Même aujourd'hui le futur est n'importe quoi, pourvu qu'il y ait un aileron dessus.
Que pouvons-nous attendre du futur ? bog data est le résultat d'un programme de recherche qui a associé Madeleine Aktypi, chercheuse enseignante dans le domaine de l'analyse des médias et des formes urbaines ou artistiques - ayant elle-même une pratique d'artiste -, à Mehdi Vilquin, designer diplômé de l'ENSAD et coauteur remarqué, en 2015, du projet L.A.S.T.26, afin de les faire se confronter ensemble à un paradigme technique et organisationnel, en mouvement permanent, que nous avons intitulé Web du partage. Ensemble, ils ont compilé des formes et des récits afin de délimiter un espace théorique dont ils ont extrait de la data visualisation et des illustrations. Les espaces explorés par Madeleine Aktypi ont occasionné des résonances formelles réalisées par Mehdi qui constituent ainsi l'iconographie du présent ouvrage. Cette recherche est imprégnée des processus de conception et de problématisation propres au design : la question de la production de formes attachées à la mobilité de la recherche théorique constitue un espace physique - ici un livre, ailleurs, un dispositif27 - qui nous intéresse pour dire ce qu'est une recherche type par le design. Proche des cultural studies, nourrie de l'expérimentation en atelier, hybridée à leur sujet même, singularisant le propos par un ethos largement revendiqué entre texte et image, la recherche s'innove.
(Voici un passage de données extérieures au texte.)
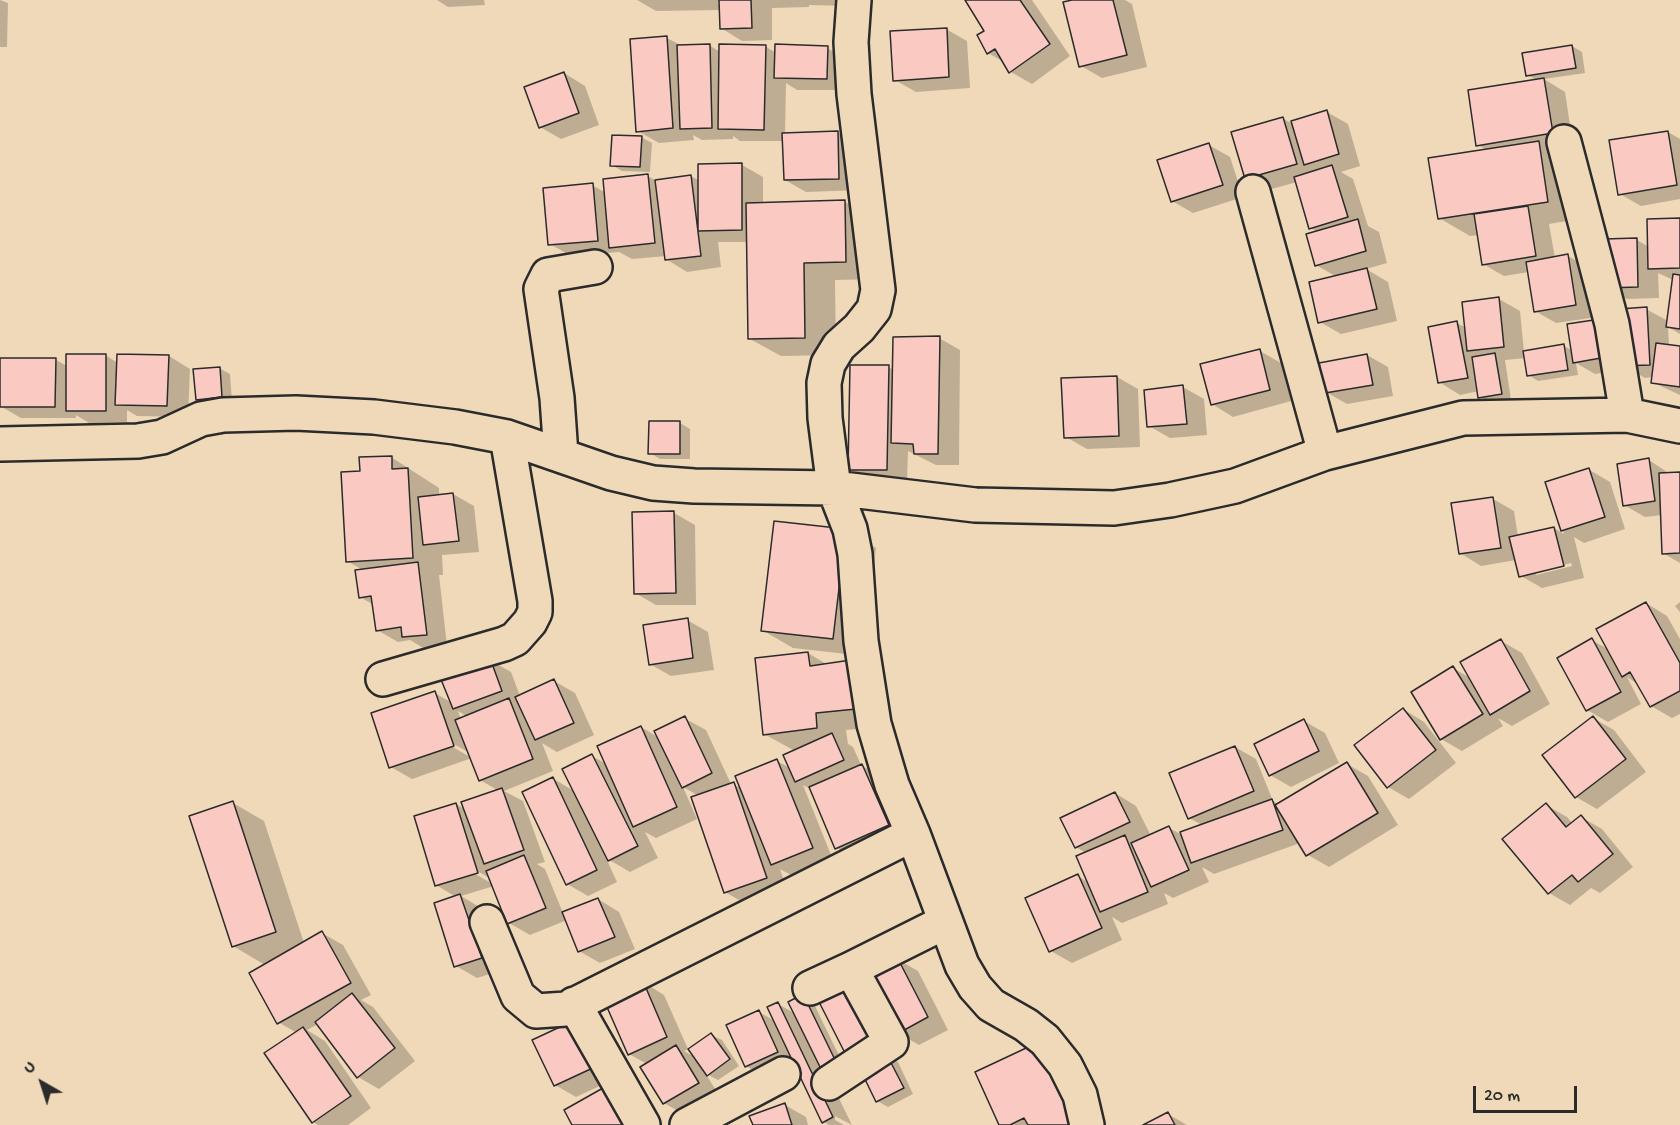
<!DOCTYPE html>
<style>
body{margin:0}
#map{position:relative;width:1680px;height:1125px;overflow:hidden;background:#efd9b8;font-family:"Gochi Hand",sans-serif}
canvas{display:block}
.north{position:absolute;left:12px;top:1053px;width:60px;height:60px;-webkit-text-stroke:4px #efd9b8;paint-order:stroke;rotate:321deg;font-size:16px;font-weight:700;line-height:24px;text-align:center;color:#2b2b2b}
.north::after{content:'';display:block;margin:auto;width:21px;height:27px;background:#2b2b2b;clip-path:polygon(50% 0,100% 100%,50% 72%,0 100%)}
.scale{position:absolute;left:1473px;top:1086px;width:104px;height:27px;box-sizing:border-box;border:3px solid #2b2b2b;border-top:0;padding-left:8px;font-size:18px;line-height:21px;white-space:nowrap;color:#2b2b2b;-webkit-text-stroke:4px #efd9b8;paint-order:stroke}
</style>
<div id="map">
<canvas width="1680" height="1125"></canvas>
<div class="north">U</div>
<div class="scale">20 m</div>
</div>
<script>
const g = document.querySelector('canvas').getContext('2d');
g.lineJoin = 'round';
function fillPath(path, color) {
  g.fillStyle = color;
  g.fill(path, 'evenodd');
}
function shape(rows) {
  const path = new Path2D();
  for (const r of rows) {
    path.moveTo(r[0], r[1]);
    for (let i = 2; i < r.length; i += 2) path.lineTo(r[i], r[i + 1]);
  }
  return path;
}
function strokePath(path, color, width, dash) {
  g.strokeStyle = color;
  g.lineWidth = width;
  g.lineCap = dash ? 'butt' : 'round';
  g.setLineDash(dash || []);
  g.stroke(path);
}
fillPath(shape([
 [0,0,8,3,7,47,0,47],
 [437,0,484,0,485,5,448,7],
 [637,0,848,0,848,6,809,5,809,7,772,8,772,40,742,41,721,28,721,10,656,11],
 [967,0,1032,0,1070,56,1032,84,1011,72,1004,62,988,53,986,32],
 [1078,0,1125,0,1132,4,1147,67,1102,78,1081,66],
 [946,29,967,41,970,88,916,92,895,80],
 [667,38,682,46,709,45,720,52,765,46,776,53,827,48,848,60,848,90,797,90,786,83,785,134,837,132,858,145,860,190,806,192,785,180,784,141,740,141,733,136,733,139,702,140,693,135,694,140,659,143,638,131],
 [1572,46,1582,52,1585,73,1544,79,1565,92,1573,145,1579,219,1549,224,1555,258,1568,256,1589,268,1597,317,1556,323,1535,311,1529,272,1504,276,1483,264,1479,235,1470,236,1439,218,1487,150,1478,145,1537,80,1527,75],
 [564,73,585,86,599,125,561,139,540,127],
 [1327,112,1348,124,1360,166,1341,172,1353,179,1368,226,1379,232,1387,263,1366,269,1388,282,1397,321,1341,334,1320,322,1337,277,1316,265,1318,232,1310,228,1297,182,1268,190,1247,178,1282,118,1293,124],
 [1668,132,1680,139,1680,199,1641,206,1620,194],
 [641,137,652,143,650,172,622,171,612,165],
 [1209,145,1230,157,1243,197,1193,213,1172,201],
 [742,165,763,177,763,204,845,202,876,220,877,279,835,280,836,355,781,356,750,339,748,242,718,242,721,267,687,272,666,259,666,256,632,259,619,252,571,256,550,244,592,185,606,193,648,176,656,181,691,176,700,181],
 [1680,219,1680,334,1668,327,1669,346,1680,347,1680,395,1652,382,1653,377,1645,378,1628,368,1595,374,1576,363,1578,375,1538,381,1528,375,1526,358,1505,360,1511,400,1490,403,1480,397,1479,391,1460,395,1439,382,1457,323,1466,328,1499,299,1520,311,1524,352,1564,346,1573,351,1646,309,1668,321,1673,280,1658,273,1659,298,1627,299,1606,287,1637,240,1649,247],
 [939,338,960,350,959,465,936,465,908,451,907,481,870,481,849,469,888,367,894,370],
 [1260,351,1281,363,1291,401,1233,417,1212,404],
 [105,355,118,363,169,356,190,369,188,417,137,416,127,410,127,422,89,423,76,415,76,418,21,418,0,406,56,360,67,366],
 [1367,355,1388,367,1393,396,1347,404,1326,392],
 [219,368,230,374,232,402,208,405,197,399],
 [1117,377,1138,389,1140,447,1087,449,1066,437],
 [1183,387,1204,399,1207,435,1170,438,1149,426],
 [680,423,690,429,690,459,660,459,650,453],
 [391,457,439,488,439,496,453,494,474,506,479,552,442,555,443,575,439,575,447,646,425,649,410,640,398,642,377,630,374,605,360,597,363,570,347,561,362,473],
 [1649,460,1670,474,1680,474,1680,563,1663,553,1662,515,1645,517,1624,505],
 [1588,469,1610,482,1625,529,1584,543,1574,537,1584,578,1542,588,1521,576,1516,560,1481,566,1460,553,1493,499,1514,511,1518,537,1554,528,1564,534,1547,483],
 [1571,563,1572,566,1536,575,1536,572],
 [674,513,695,525,696,605,656,605,635,593],
 [845,530,876,548,864,656,793,648,762,630],
 [1680,602,1680,612,1675,606],
 [1646,603,1667,616,1680,639,1680,714,1672,718,1651,706,1639,685,1627,677,1641,704,1608,722,1587,710,1592,640,1609,650],
 [687,620,708,632,714,670,671,676,650,664],
 [1501,641,1522,653,1550,704,1512,726,1498,718,1503,726,1462,751,1441,739,1453,668,1470,678],
 [808,653,828,665,887,726,846,730,848,744,853,747,861,765,883,778,909,837,858,860,837,848,812,790,803,785,833,860,793,876,780,869,787,890,746,904,725,892,699,796,683,787,697,819,656,838,645,832,658,858,630,872,606,858,617,882,588,896,567,884,552,778,574,791,592,756,608,765,641,727,659,738,684,718,706,730,731,784,742,788,777,761,790,768,795,751,764,734],
 [490,660,511,672,520,696,554,681,575,693,594,735,557,752,542,743,553,771,504,791,523,801,545,862,537,864,545,869,563,913,598,899,619,912,635,949,600,963,579,951,567,920,530,935,509,923,494,886,461,896,481,908,502,970,477,978,456,966,456,897,436,885,456,804,466,810,499,791,480,780,472,758,412,779,391,767,435,693,452,703],
 [458,711,468,717,461,720],
 [448,741,470,753,470,757,446,743],
 [472,868,491,879,491,883,470,871],
 [1403,709,1424,722,1456,763,1409,799,1388,787],
 [1593,718,1614,730,1646,772,1597,809,1576,797],
 [1304,721,1325,733,1339,763,1291,787,1270,775],
 [1235,747,1256,759,1273,801,1279,804,1347,764,1368,776,1398,825,1329,867,1308,855,1300,843,1214,874,1202,867,1209,882,1173,898,1164,893,1168,904,1122,923,1112,917,1122,940,1072,963,1051,951,1078,876,1089,883,1086,853,1076,847,1115,793,1136,806,1151,836,1169,828,1184,836,1202,825,1189,818],
 [233,803,264,821,304,943,322,933,343,945,371,995,361,1000,373,1007,415,1061,379,1089,358,1077,318,1024,307,1030,325,1041,371,1108,348,1125,318,1125,313,1122,266,1054,297,1033,278,1022,265,965,233,946],
 [1546,805,1567,817,1573,824,1581,817,1602,829,1633,867,1600,893,1591,888,1570,905,1549,893],
 [897,959,918,971,948,1030,919,1045,898,1033],
 [643,982,664,995,688,1049,684,1051,698,1059,711,1035,722,1040,739,1066,718,1080,705,1073,719,1095,685,1115,664,1103,642,1067,647,1064,629,1054],
 [803,996,813,1002,847,1072,827,1074,852,1125,835,1116,835,1120,844,1125,829,1125,823,1121,796,1065,767,1078,746,1066,759,1012,775,1021,778,1004,796,1014],
 [534,1041,617,1078,576,1097,555,1085],
 [892,1059,898,1062,913,1094,888,1107,877,1101],
 [977,1073,1099,1125,1000,1125],
 [785,1105,806,1117,808,1125,754,1125],
 [1168,1114,1187,1125,1146,1125]
]), '#0003');
const building = shape([
 [719,0,751,0,752,28,720,29,719,0],
 [965,0,1020,0,1050,44,1009,73,995,49,987,54,977,35,984,31,965,0],
 [1072,0,1113,0,1127,55,1079,67,1063,2,1072,0],
 [947,28,949,77,893,81,890,31,947,28],
 [667,36,673,128,636,132,630,39,667,36],
 [710,44,712,128,680,129,677,45,710,44],
 [719,44,766,45,764,130,718,129,719,44],
 [775,44,828,46,827,79,774,78,775,44],
 [1572,45,1576,68,1526,76,1522,53,1572,45],
 [564,72,579,113,539,128,524,87,564,72],
 [1544,78,1553,133,1476,146,1468,90,1544,78],
 [1327,110,1339,154,1304,165,1291,121,1327,110],
 [1283,117,1297,164,1245,179,1231,132,1283,117],
 [838,131,839,179,784,180,782,133,838,131],
 [1668,131,1677,185,1618,195,1609,140,1668,131],
 [612,135,642,136,640,167,610,166,612,135],
 [1539,141,1548,202,1438,219,1428,158,1539,141],
 [1209,143,1223,185,1171,202,1157,160,1209,143],
 [742,163,742,230,698,231,698,164,742,163],
 [1332,165,1348,217,1309,229,1294,177,1332,165],
 [648,174,655,243,609,248,603,179,648,174],
 [691,175,701,256,665,260,655,180,691,175],
 [593,183,598,241,548,245,543,188,593,183],
 [845,200,846,262,804,263,805,338,748,339,746,203,845,200],
 [1528,206,1536,256,1482,265,1474,214,1528,206],
 [1680,218,1680,268,1648,269,1647,219,1680,218],
 [1358,219,1366,251,1315,266,1306,234,1358,219],
 [1637,238,1638,287,1605,288,1604,239,1637,238],
 [1568,254,1576,305,1534,312,1526,262,1568,254],
 [1367,268,1377,309,1318,323,1309,282,1367,268],
 [1673,274,1680,275,1680,329,1666,327,1673,274],
 [1499,297,1504,347,1467,351,1462,302,1499,297],
 [1647,307,1650,365,1622,366,1619,309,1647,307],
 [1607,318,1612,356,1573,363,1567,324,1607,318],
 [1457,321,1468,378,1438,383,1428,327,1457,321],
 [940,336,938,454,914,454,913,444,891,443,893,337,940,336],
 [1656,343,1680,346,1680,387,1651,383,1656,343],
 [1564,344,1568,370,1527,376,1523,351,1564,344],
 [1260,349,1270,390,1211,405,1200,364,1260,349],
 [1495,353,1502,394,1478,398,1472,357,1495,353],
 [66,354,106,354,106,411,66,411,66,354],
 [117,354,169,355,167,406,115,405,117,354],
 [1367,354,1373,385,1325,393,1319,363,1367,354],
 [0,358,56,358,55,407,0,407,0,358],
 [850,365,889,365,887,470,848,470,850,365],
 [220,367,222,397,196,400,193,369,220,367],
 [1117,376,1119,436,1064,438,1061,378,1117,376],
 [1183,385,1187,424,1147,427,1144,390,1183,385],
 [649,421,680,421,680,454,648,454,649,421],
 [392,456,392,469,408,468,413,558,346,562,341,472,360,471,359,457,392,456],
 [1649,458,1655,501,1623,506,1617,464,1649,458],
 [1589,468,1605,517,1561,531,1545,482,1589,468],
 [1680,472,1680,553,1662,554,1659,473,1680,472],
 [453,493,459,541,423,545,418,497,453,493],
 [1493,497,1501,548,1459,554,1451,503,1493,497],
 [674,511,676,593,634,594,632,512,674,511],
 [774,521,846,529,833,639,761,631,774,521],
 [1554,527,1564,566,1519,577,1509,537,1554,527],
 [418,562,427,635,402,637,401,627,376,631,371,596,359,598,355,570,418,562],
 [1646,602,1680,663,1680,691,1650,707,1630,672,1622,677,1596,629,1646,602],
 [688,618,693,658,649,665,643,625,688,618],
 [1592,638,1621,692,1586,711,1557,658,1592,638],
 [1501,639,1530,691,1490,715,1460,662,1501,639],
 [808,652,810,666,851,660,856,709,816,713,817,728,763,735,755,658,808,652],
 [490,658,502,691,453,709,440,677,490,658],
 [1453,666,1483,714,1440,740,1411,692,1453,666],
 [554,679,574,723,535,740,515,697,554,679],
 [435,691,454,746,389,768,371,713,435,691],
 [509,698,533,759,479,781,455,720,509,698],
 [1403,708,1436,750,1387,788,1354,745,1403,708],
 [685,716,712,773,682,788,654,731,685,716],
 [1593,716,1626,759,1575,798,1542,755,1593,716],
 [1304,719,1319,751,1269,776,1254,744,1304,719],
 [641,726,677,807,633,827,597,746,641,726],
 [832,733,844,760,795,782,783,755,832,733],
 [1235,746,1254,791,1188,819,1169,773,1235,746],
 [592,754,638,846,608,861,562,769,592,754],
 [777,759,813,848,771,865,735,776,777,759],
 [1347,762,1378,813,1306,856,1275,805,1347,762],
 [862,764,889,825,835,849,809,787,862,764],
 [553,777,597,870,566,885,522,792,553,777],
 [734,782,767,878,724,893,691,797,734,782],
 [502,788,524,850,484,864,461,802,502,788],
 [1115,792,1130,822,1075,848,1060,818,1115,792],
 [1272,799,1283,830,1191,863,1180,832,1272,799],
 [233,801,276,932,232,947,189,816,233,801],
 [456,803,478,873,435,886,414,816,456,803],
 [1546,803,1566,827,1581,815,1613,854,1578,882,1572,875,1548,894,1502,839,1546,803],
 [1169,826,1189,870,1151,887,1131,843,1169,826],
 [1125,835,1148,892,1100,912,1076,856,1125,835],
 [524,855,546,908,507,924,486,871,524,855],
 [1078,874,1102,928,1049,952,1025,898,1078,874],
 [460,894,482,958,454,967,434,903,460,894],
 [598,898,615,937,578,952,562,912,598,898],
 [322,931,351,983,277,1024,249,973,322,931],
 [897,957,928,1017,897,1034,867,973,897,957],
 [849,977,881,1042,848,1059,815,994,849,977],
 [643,981,667,1037,628,1055,603,998,643,981],
 [352,993,395,1048,357,1078,315,1022,352,993],
 [803,994,838,1066,823,1073,788,1002,803,994],
 [778,1002,833,1117,822,1123,767,1007,778,1002],
 [759,1010,778,1052,745,1067,726,1025,759,1010],
 [575,1020,597,1066,554,1086,532,1040,575,1020],
 [303,1027,351,1096,312,1123,264,1053,303,1027],
 [711,1033,730,1059,707,1076,688,1049,711,1033],
 [1039,1042,1077,1125,1028,1125,1024,1118,1010,1125,999,1125,975,1072,1039,1042],
 [676,1045,699,1083,663,1104,640,1067,676,1045],
 [887,1055,904,1088,876,1102,860,1069,887,1055],
 [603,1088,624,1125,572,1125,564,1110,603,1088],
 [785,1103,792,1125,753,1125,749,1116,785,1103],
 [1168,1112,1175,1125,1143,1125,1168,1112]
]);
fillPath(building, '#facac2');
strokePath(building, '#2b2b2b', 1.5);
const minor = shape([
 [854,0,851,42,854,94,878,290,874,309,859,328,839,346,828,364,824,383,825,418,834,488,850,529,855,554,861,641,874,724,892,785,913,834,962,965,975,987,991,1005,1026,1025,1045,1040,1065,1065,1080,1095,1087,1125],
 [1564,142,1612,324,1627,415],
 [1253,192,1325,453],
 [0,444,138,441,162,437,201,419,223,415,296,413,374,417,455,427,507,437,611,473,653,483,694,486,834,488,975,505,1114,508,1170,500,1235,486,1325,453,1463,418,1627,415,1680,426],
 [561,455,557,398,541,289,548,275,595,267],
 [383,679,504,644,515,639,530,622,535,612,535,601,507,437],
 [487,922,518,996,536,1011,566,1009,913,834],
 [851,969,945,922],
 [810,988,851,969,891,1042,829,1083],
 [574,1004,643,1125],
 [687,1125,783,1074]
]);
strokePath(minor, '#2b2b2b', 38);
strokePath(minor, '#efd9b8', 33);
</script>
Elle se situe entre recherche appliquée et recherche théorique, dans un espace dont elle s'émancipe à la moindre occasion. Car s'il s'agit, bien souvent, pour le designer de penser le futur : il faut l'imaginer, pour cela, cherchant à s'échapper du bloc moderne. Ce bloc inclut pour nous l'ensemble des processus de recherche académique, l'ensemble de la recherche appliquée, y compris les cultural studies28 qui ont toutes eu la valeur de nourrir ce besoin d'émancipation : nous sommes ailleurs par notre indiscipline. Le design tel que nous le concevons aujourd'hui s'arrête là où commence la vie. La force à venir du design sera de restreindre l'emprise moderne pour générer la vie profonde. C'est en cela qu'une recherche de designer peut avoir un sens : comment construire de la sobriété, au cœur même d'une société d'abondance, pour laisser la vie reprendre son cours.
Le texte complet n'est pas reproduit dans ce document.